Aliás, reside na própria afirmação da dignidade da pessoa humana o fundamento axiológico da obrigação alimentícia, admitindo, até mesmo, a excepcional prisão civil do devedor (autorizada pelo art. 5 º , VXVII, da Lex Mater), como forma de coerção para o adimplemento 5 .

Averbe-se, então: toda e qualquer decisão acerca de alimentos deve ser presidida pelo (fundamental) princípio da dignidade do homem, respeitando as personalidades do alimentante ou alimentando, pena de incompatibilidade com o Texto Magno.
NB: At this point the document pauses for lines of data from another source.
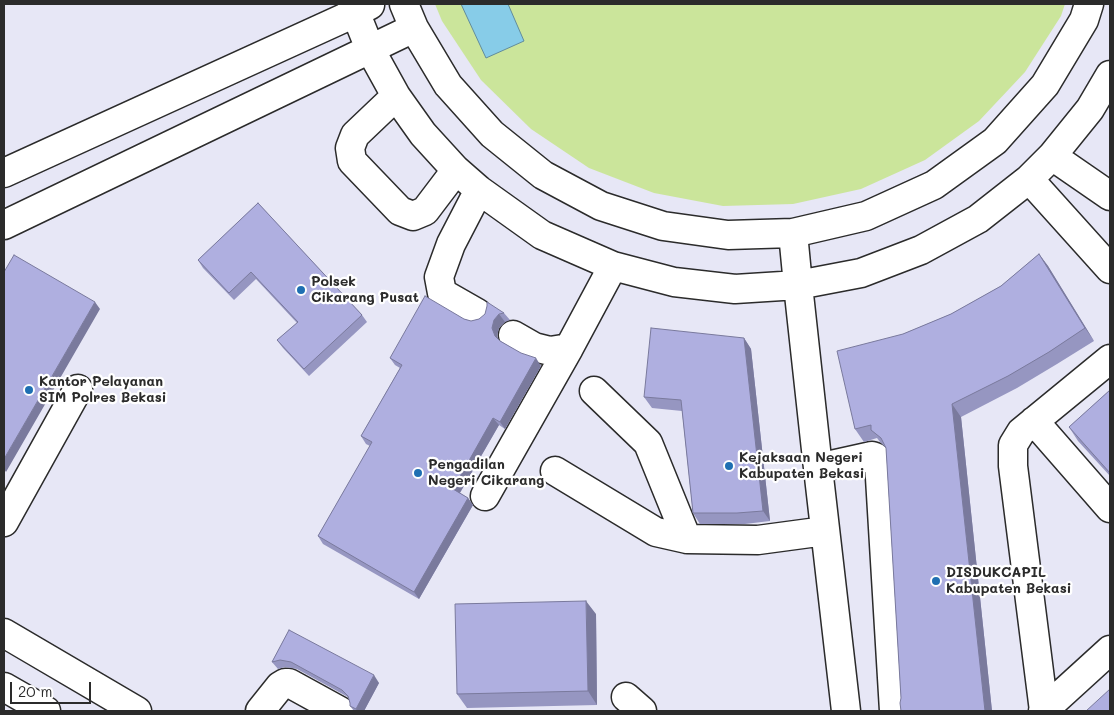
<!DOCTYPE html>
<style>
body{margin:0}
#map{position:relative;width:1114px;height:715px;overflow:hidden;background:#fff;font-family:Mali,sans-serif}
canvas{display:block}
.frame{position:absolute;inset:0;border:5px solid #2b2b2b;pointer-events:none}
.scale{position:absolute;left:10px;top:682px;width:81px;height:22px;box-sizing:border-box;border:2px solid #2b2b2b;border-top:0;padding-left:6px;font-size:15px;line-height:18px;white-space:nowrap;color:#2b2b2b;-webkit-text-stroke:4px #fff;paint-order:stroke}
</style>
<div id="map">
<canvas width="1114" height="715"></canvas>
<div class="frame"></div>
<div class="scale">20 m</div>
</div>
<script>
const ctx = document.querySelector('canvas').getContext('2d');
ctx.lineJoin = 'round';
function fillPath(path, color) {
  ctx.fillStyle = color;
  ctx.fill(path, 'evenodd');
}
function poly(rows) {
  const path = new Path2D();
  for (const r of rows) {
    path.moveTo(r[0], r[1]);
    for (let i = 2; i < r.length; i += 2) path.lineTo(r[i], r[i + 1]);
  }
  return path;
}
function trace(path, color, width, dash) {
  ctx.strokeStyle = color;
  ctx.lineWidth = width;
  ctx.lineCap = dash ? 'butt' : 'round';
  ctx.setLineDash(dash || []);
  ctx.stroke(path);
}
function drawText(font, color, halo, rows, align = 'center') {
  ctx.font = font + ' Mali,sans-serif';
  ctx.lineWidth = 4.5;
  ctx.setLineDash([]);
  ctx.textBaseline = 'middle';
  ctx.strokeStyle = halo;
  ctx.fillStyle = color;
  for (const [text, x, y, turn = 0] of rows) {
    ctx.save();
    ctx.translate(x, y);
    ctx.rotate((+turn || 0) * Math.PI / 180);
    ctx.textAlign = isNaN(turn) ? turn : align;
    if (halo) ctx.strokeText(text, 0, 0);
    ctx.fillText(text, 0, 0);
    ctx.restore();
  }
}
fillPath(poly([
 [4,4,1110,4,1110,711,4,711]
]), '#e7e7f6');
fillPath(poly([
 [435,4,1065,4,1061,16,1025,72,979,121,925,160,861,189,793,204,723,206,654,193,589,168,531,129,481,80,442,21]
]), '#cbe59b');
const water = poly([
 [461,4,508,4,524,41,486,58,461,4]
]);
fillPath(water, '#87cce8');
trace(water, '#628c9c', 1);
const minor = poly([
 [352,4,370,49,396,96,423,134,455,169,479,190,542,235,613,266,674,282,735,289,798,285,861,273,921,250,978,219,1029,179,1052,156,1090,109,1110,75],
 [404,4,414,28,448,85,492,134,543,175,601,206,663,226,728,235,793,233,866,216,934,185,995,141,1045,85,1084,20,1089,4],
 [396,96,355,135,350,148,352,161,400,211,413,216,425,211,450,178,455,169],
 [1052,156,1110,196],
 [4,173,355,13,370,5],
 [1029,179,1110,269],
 [4,225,414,28],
 [793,233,798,285,818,468,846,711],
 [477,313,442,293,439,277,451,244,479,190],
 [513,335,534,347,550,351,569,348,613,266],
 [594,391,648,443,687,539],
 [1034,421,1110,508],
 [818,468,872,456,875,457,879,461,894,711],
 [555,471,656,532,687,539,758,540,825,531],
 [485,496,569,348],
 [4,522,78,389],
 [4,633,137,711],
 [4,687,46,711],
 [626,697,642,711],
 [260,711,280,686,285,683,289,683,340,711],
 [1043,711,1110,650],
 [1044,711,1013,466,1013,445,1021,432,1110,359]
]);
trace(minor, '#2b2b2b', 31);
trace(minor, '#fff', 28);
fillPath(poly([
 [258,203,362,315,367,322,309,376,283,348,277,340,297,323,256,279,234,300,203,268,198,260],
 [1039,254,1048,266,1094,341,1057,364,1017,388,961,417,992,711,901,711,901,698,886,448,880,442,877,438,864,442,855,429,903,334,951,314,1001,286],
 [504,313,510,320,505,322,499,328,497,336,499,340,541,366,505,429,499,425,460,493,468,498,473,505,419,599,323,544,318,536,370,446,366,444,361,436,400,368,395,365,390,358,464,319,471,321],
 [744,338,751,349,770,521,745,524,700,524,693,513,682,411,652,408,644,397],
 [1110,390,1110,476,1078,441,1069,427],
 [596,614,597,705,467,708,457,694],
 [289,630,379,683,364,711,354,711,350,706,350,703,349,699,348,697,297,669,285,667,278,669,272,662]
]), '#9696c1');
fillPath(poly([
 [1039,254,1048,266,1094,341,1085,328],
 [95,302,100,309,6,472,4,469,4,459],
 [499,314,505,322,499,328,497,336,500,343,495,336,492,328,494,320],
 [744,338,751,349,770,521,763,511],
 [536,358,541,366,505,429,500,422],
 [952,404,961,417,992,711,985,711],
 [493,418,499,425,458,496,453,489],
 [468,498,473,505,419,599,414,592],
 [586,601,596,614,597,705,588,691],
 [374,675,379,683,364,711,357,711,356,709]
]), '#7a7a9d');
const building = poly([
 [258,203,362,315,304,369,277,340,298,322,251,272,229,293,198,260,258,203],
 [1039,254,1085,328,1049,352,1008,376,952,404,985,711,901,711,900,703,901,698,886,448,881,438,871,430,871,425,855,429,837,351,903,334,951,314,1001,286,1039,254],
 [14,255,95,302,4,459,4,272,14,255],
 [425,296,464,319,471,321,479,319,485,314,487,306,487,302,504,313,499,314,494,320,492,328,495,336,500,341,521,353,536,358,500,422,493,418,453,489,468,498,414,592,318,536,372,442,361,436,402,365,390,358,425,296],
 [651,328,744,338,763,511,737,513,693,513,681,400,644,397,651,328],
 [1110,390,1110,473,1069,427,1110,390],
 [586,601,588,691,457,694,455,604,586,601],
 [289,630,374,675,356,709,350,706,350,703,348,696,342,690,291,662,280,660,272,662,289,630],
 [1110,689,1110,711,1086,711,1110,689]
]);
fillPath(building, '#afafe0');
trace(building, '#7a7a9d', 1);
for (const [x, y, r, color] of [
 [301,290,5,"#1f6fb2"],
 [29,390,5,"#1f6fb2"],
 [729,466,5,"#1f6fb2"],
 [418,473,5,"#1f6fb2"],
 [936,581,5,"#1f6fb2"]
]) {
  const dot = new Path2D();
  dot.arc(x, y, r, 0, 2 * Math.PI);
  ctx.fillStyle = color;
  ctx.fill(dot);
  trace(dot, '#fff', 2);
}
drawText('bold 14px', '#2b2b2b', '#fff', [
 ["Polsek",311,282],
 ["Cikarang Pusat",311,298],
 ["Kantor Pelayanan",39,382],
 ["SIM Polres Bekasi",39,398],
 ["Kejaksaan Negeri",739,458],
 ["Kabupaten Bekasi",739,474],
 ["Pengadilan",428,465],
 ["Negeri Cikarang",428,481],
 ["DISDUKCAPIL",946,573],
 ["Kabupaten Bekasi",946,589]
], 'left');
</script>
Ilustrativamente, vale trazer à lume importante precedente jurisprudencial, admitindo o princípio da dignidade humana como a mola propulsora da fixação dos alimentos:

“O pai não pode ser insensível à voz de seu sangue em prestar alimentos ao filho menor que, em plena adolescência, não só necessita sobreviver, mas viver com dignidade, não sendo prejudicado em sua educação, nem em seu lazer, pois tudo faz parte da vida de um jovem, que antes da separação desfrutava do conforto que a família lhe proporcionava, em razão do bom nível social de seus pais. Não se justifica a diminuição dos alimentos prestados, se o ex-marido socorre a mulher com importância muito superior a obrigação alimentar que lhe foi imposta em benefício do filho, ainda mais se aposentada como professora. A mãe já faz a sua parte tendo a guarda do filho menor e cumpre um ônus que não tem preço. O pai não está em insolvência, somente enfrenta as dificuldades decorrentes da crise que assola o país, que se reflete na pessoa de seu filho, que, igualmente, sofre com a política econômica do governo federal.” (TJ/RS, Ac. 8 a Câm.Cív., ApCív. 597.151.489, rel. Des. Antônio Carlos Stangler Pereira, j.12.8.99)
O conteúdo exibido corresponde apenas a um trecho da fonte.